*PROBLEM REQUIREMENTS:* Set down each line of the data below exactly.

Dataset entries:
--------

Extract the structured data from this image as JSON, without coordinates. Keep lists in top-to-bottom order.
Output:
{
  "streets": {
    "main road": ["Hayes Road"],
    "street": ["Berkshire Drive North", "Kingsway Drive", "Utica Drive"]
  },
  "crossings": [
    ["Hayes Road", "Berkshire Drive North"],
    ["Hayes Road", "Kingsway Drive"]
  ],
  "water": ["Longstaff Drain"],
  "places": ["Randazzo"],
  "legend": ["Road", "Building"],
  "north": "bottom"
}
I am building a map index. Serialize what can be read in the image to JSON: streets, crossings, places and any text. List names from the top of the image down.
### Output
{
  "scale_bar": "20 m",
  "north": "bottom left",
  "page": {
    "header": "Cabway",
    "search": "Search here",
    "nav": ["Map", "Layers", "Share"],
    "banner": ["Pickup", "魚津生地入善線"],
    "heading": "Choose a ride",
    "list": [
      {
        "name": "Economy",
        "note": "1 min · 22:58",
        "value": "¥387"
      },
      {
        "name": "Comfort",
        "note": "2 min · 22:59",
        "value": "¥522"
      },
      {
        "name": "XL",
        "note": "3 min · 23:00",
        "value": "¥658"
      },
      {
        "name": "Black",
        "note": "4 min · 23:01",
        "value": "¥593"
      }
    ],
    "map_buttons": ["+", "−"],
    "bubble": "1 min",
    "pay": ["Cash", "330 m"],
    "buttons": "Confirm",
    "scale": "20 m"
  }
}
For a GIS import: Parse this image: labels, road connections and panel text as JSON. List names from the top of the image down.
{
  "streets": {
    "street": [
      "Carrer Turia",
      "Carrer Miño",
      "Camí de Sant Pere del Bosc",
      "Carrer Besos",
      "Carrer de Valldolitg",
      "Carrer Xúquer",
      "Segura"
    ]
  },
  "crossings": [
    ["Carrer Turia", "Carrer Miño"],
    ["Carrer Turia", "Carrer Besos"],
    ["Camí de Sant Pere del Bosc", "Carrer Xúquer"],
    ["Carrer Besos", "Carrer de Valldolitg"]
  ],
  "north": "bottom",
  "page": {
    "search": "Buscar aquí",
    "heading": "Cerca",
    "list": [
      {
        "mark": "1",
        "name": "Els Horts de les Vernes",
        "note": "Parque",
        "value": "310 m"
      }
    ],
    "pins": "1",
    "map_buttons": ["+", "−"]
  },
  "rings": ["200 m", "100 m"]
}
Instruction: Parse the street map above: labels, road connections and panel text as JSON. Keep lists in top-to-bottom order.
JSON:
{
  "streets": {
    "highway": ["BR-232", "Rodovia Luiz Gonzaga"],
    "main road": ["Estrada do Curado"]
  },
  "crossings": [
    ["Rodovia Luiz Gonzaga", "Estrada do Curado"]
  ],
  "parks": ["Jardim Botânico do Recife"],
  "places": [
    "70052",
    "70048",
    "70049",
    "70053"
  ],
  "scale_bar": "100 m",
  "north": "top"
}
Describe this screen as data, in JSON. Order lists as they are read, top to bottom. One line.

--------

*ANSWER SPACE:*
Extract the structured data from this image as JSON, without coordinates. Keep lists in top-to-bottom order.
Output:
{
  "streets": {
    "main road": ["Hayes Road"],
    "street": ["Berkshire Drive North", "Kingsway Drive", "Utica Drive"]
  },
  "crossings": [
    ["Hayes Road", "Berkshire Drive North"],
    ["Hayes Road", "Kingsway Drive"]
  ],
  "water": ["Longstaff Drain"],
  "places": ["Randazzo"],
  "legend": ["Road", "Building"],
  "north": "bottom"
}
I am building a map index. Serialize what can be read in the image to JSON: streets, crossings, places and any text. List names from the top of the image down.
### Output
{
  "scale_bar": "20 m",
  "north": "bottom left",
  "page": {
    "header": "Cabway",
    "search": "Search here",
    "nav": ["Map", "Layers", "Share"],
    "banner": ["Pickup", "魚津生地入善線"],
    "heading": "Choose a ride",
    "list": [
      {
        "name": "Economy",
        "note": "1 min · 22:58",
        "value": "¥387"
      },
      {
        "name": "Comfort",
        "note": "2 min · 22:59",
        "value": "¥522"
      },
      {
        "name": "XL",
        "note": "3 min · 23:00",
        "value": "¥658"
      },
      {
        "name": "Black",
        "note": "4 min · 23:01",
        "value": "¥593"
      }
    ],
    "map_buttons": ["+", "−"],
    "bubble": "1 min",
    "pay": ["Cash", "330 m"],
    "buttons": "Confirm",
    "scale": "20 m"
  }
}
For a GIS import: Parse this image: labels, road connections and panel text as JSON. List names from the top of the image down.
{
  "streets": {
    "street": [
      "Carrer Turia",
      "Carrer Miño",
      "Camí de Sant Pere del Bosc",
      "Carrer Besos",
      "Carrer de Valldolitg",
      "Carrer Xúquer",
      "Segura"
    ]
  },
  "crossings": [
    ["Carrer Turia", "Carrer Miño"],
    ["Carrer Turia", "Carrer Besos"],
    ["Camí de Sant Pere del Bosc", "Carrer Xúquer"],
    ["Carrer Besos", "Carrer de Valldolitg"]
  ],
  "north": "bottom",
  "page": {
    "search": "Buscar aquí",
    "heading": "Cerca",
    "list": [
      {
        "mark": "1",
        "name": "Els Horts de les Vernes",
        "note": "Parque",
        "value": "310 m"
      }
    ],
    "pins": "1",
    "map_buttons": ["+", "−"]
  },
  "rings": ["200 m", "100 m"]
}
Instruction: Parse the street map above: labels, road connections and panel text as JSON. Keep lists in top-to-bottom order.
JSON:
{
  "streets": {
    "highway": ["BR-232", "Rodovia Luiz Gonzaga"],
    "main road": ["Estrada do Curado"]
  },
  "crossings": [
    ["Rodovia Luiz Gonzaga", "Estrada do Curado"]
  ],
  "parks": ["Jardim Botânico do Recife"],
  "places": [
    "70052",
    "70048",
    "70049",
    "70053"
  ],
  "scale_bar": "100 m",
  "north": "top"
}
Describe this screen as data, in JSON. Order lists as they are read, top to bottom. One line.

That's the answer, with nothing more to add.